Could you print every line from the first one of the records below through the line containing "Localize all labels, symbols", with both included and nothing else?

→ **Task inputs**:
_ _ _ _

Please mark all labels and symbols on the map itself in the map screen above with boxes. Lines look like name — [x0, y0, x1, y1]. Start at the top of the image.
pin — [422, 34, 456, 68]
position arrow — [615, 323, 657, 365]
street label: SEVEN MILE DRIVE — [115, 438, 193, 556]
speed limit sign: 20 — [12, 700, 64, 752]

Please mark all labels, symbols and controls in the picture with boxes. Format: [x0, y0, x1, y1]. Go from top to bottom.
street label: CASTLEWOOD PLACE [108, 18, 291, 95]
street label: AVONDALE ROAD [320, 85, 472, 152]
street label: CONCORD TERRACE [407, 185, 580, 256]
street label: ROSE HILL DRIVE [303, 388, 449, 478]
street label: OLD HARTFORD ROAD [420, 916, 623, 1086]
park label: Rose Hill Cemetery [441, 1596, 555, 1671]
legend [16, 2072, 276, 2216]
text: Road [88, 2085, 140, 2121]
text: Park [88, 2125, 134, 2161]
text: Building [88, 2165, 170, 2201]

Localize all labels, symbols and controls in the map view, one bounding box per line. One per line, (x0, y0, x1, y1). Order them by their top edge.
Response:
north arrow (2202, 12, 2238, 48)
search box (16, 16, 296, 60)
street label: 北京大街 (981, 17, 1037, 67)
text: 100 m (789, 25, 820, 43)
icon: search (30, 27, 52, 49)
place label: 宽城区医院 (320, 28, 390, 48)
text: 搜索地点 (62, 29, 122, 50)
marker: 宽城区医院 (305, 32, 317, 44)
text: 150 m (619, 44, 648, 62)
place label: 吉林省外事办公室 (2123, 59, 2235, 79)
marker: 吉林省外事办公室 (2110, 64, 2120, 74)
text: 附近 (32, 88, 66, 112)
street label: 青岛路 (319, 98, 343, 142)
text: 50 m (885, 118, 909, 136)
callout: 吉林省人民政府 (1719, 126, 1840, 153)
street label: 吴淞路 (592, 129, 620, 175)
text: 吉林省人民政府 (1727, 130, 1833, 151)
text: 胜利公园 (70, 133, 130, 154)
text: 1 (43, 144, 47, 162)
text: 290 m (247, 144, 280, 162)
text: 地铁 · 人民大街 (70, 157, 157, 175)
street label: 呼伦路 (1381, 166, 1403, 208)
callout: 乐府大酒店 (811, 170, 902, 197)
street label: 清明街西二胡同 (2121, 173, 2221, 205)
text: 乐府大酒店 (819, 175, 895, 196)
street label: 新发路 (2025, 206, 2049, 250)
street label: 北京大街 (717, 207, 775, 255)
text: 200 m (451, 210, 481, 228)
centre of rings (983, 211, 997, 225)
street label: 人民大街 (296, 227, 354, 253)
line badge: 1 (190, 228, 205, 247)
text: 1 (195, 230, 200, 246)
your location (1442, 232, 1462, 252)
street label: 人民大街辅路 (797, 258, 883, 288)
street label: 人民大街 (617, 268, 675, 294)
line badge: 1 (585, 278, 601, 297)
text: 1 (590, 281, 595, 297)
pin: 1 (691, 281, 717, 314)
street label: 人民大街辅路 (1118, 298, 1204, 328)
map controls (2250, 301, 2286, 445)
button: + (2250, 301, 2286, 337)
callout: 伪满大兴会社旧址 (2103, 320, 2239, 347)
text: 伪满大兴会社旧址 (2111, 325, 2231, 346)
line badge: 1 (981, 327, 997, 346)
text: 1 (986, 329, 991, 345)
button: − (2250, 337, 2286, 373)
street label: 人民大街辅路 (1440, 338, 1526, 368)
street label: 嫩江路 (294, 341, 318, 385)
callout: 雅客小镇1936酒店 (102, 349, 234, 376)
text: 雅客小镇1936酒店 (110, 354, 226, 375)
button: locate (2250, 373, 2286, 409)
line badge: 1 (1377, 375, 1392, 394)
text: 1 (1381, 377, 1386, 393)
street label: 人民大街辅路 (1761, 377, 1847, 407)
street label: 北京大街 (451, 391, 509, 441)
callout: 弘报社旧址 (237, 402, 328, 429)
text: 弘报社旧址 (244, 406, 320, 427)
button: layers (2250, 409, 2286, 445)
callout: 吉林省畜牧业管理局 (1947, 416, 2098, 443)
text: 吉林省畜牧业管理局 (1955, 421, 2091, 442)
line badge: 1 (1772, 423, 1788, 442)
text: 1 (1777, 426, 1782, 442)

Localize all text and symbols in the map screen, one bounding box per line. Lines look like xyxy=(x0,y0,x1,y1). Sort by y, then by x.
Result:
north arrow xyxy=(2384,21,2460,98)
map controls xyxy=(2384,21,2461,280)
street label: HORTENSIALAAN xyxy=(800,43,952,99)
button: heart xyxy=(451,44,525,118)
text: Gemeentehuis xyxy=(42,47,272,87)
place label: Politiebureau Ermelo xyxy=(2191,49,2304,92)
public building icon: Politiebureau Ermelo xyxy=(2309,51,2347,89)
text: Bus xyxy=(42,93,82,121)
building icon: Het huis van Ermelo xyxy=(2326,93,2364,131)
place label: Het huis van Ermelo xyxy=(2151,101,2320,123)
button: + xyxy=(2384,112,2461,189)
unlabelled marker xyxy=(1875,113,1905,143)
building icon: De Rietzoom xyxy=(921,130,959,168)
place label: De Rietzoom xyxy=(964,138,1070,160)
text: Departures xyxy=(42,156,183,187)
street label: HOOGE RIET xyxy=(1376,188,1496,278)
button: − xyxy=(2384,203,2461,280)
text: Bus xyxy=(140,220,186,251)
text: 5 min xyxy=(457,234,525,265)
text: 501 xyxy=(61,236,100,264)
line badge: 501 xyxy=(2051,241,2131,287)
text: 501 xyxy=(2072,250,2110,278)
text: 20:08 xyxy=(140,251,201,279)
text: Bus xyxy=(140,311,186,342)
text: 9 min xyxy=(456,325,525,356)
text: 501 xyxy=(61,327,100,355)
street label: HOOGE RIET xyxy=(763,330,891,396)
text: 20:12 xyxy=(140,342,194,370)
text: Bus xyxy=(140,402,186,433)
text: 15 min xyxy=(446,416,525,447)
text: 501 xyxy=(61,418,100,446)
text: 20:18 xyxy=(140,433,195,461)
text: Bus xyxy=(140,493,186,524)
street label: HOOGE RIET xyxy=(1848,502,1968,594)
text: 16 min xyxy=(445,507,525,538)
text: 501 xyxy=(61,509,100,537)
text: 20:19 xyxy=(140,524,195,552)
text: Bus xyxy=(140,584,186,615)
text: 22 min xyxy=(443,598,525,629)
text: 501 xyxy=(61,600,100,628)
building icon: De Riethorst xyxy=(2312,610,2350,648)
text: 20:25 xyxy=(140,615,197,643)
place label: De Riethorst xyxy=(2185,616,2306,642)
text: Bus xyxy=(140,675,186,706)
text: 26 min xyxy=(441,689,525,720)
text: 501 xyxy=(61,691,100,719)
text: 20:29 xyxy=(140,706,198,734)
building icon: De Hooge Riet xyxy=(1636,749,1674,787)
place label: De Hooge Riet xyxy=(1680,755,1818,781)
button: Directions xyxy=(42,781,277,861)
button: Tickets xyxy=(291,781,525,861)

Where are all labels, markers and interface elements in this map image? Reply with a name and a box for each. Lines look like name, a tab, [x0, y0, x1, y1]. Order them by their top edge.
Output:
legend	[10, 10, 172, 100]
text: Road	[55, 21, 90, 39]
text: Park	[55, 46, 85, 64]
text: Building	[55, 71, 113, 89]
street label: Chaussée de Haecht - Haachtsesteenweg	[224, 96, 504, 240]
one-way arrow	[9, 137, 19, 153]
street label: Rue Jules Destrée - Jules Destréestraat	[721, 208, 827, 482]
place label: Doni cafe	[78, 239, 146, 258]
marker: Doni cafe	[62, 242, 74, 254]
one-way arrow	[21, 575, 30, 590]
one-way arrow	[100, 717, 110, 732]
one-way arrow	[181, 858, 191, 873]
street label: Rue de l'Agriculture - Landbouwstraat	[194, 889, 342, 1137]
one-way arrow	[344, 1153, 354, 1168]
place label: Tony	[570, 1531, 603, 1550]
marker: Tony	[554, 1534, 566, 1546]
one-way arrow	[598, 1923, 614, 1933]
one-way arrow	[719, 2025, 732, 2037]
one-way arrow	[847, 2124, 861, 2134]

_ _ _ _

→ **Response area**:
Please mark all labels and symbols on the map itself in the map screen above with boxes. Lines look like name — [x0, y0, x1, y1]. Start at the top of the image.
pin — [422, 34, 456, 68]
position arrow — [615, 323, 657, 365]
street label: SEVEN MILE DRIVE — [115, 438, 193, 556]
speed limit sign: 20 — [12, 700, 64, 752]

Please mark all labels, symbols and controls in the picture with boxes. Format: [x0, y0, x1, y1]. Go from top to bottom.
street label: CASTLEWOOD PLACE [108, 18, 291, 95]
street label: AVONDALE ROAD [320, 85, 472, 152]
street label: CONCORD TERRACE [407, 185, 580, 256]
street label: ROSE HILL DRIVE [303, 388, 449, 478]
street label: OLD HARTFORD ROAD [420, 916, 623, 1086]
park label: Rose Hill Cemetery [441, 1596, 555, 1671]
legend [16, 2072, 276, 2216]
text: Road [88, 2085, 140, 2121]
text: Park [88, 2125, 134, 2161]
text: Building [88, 2165, 170, 2201]

Localize all labels, symbols and controls in the map view, one bounding box per line. One per line, (x0, y0, x1, y1). Order them by their top edge.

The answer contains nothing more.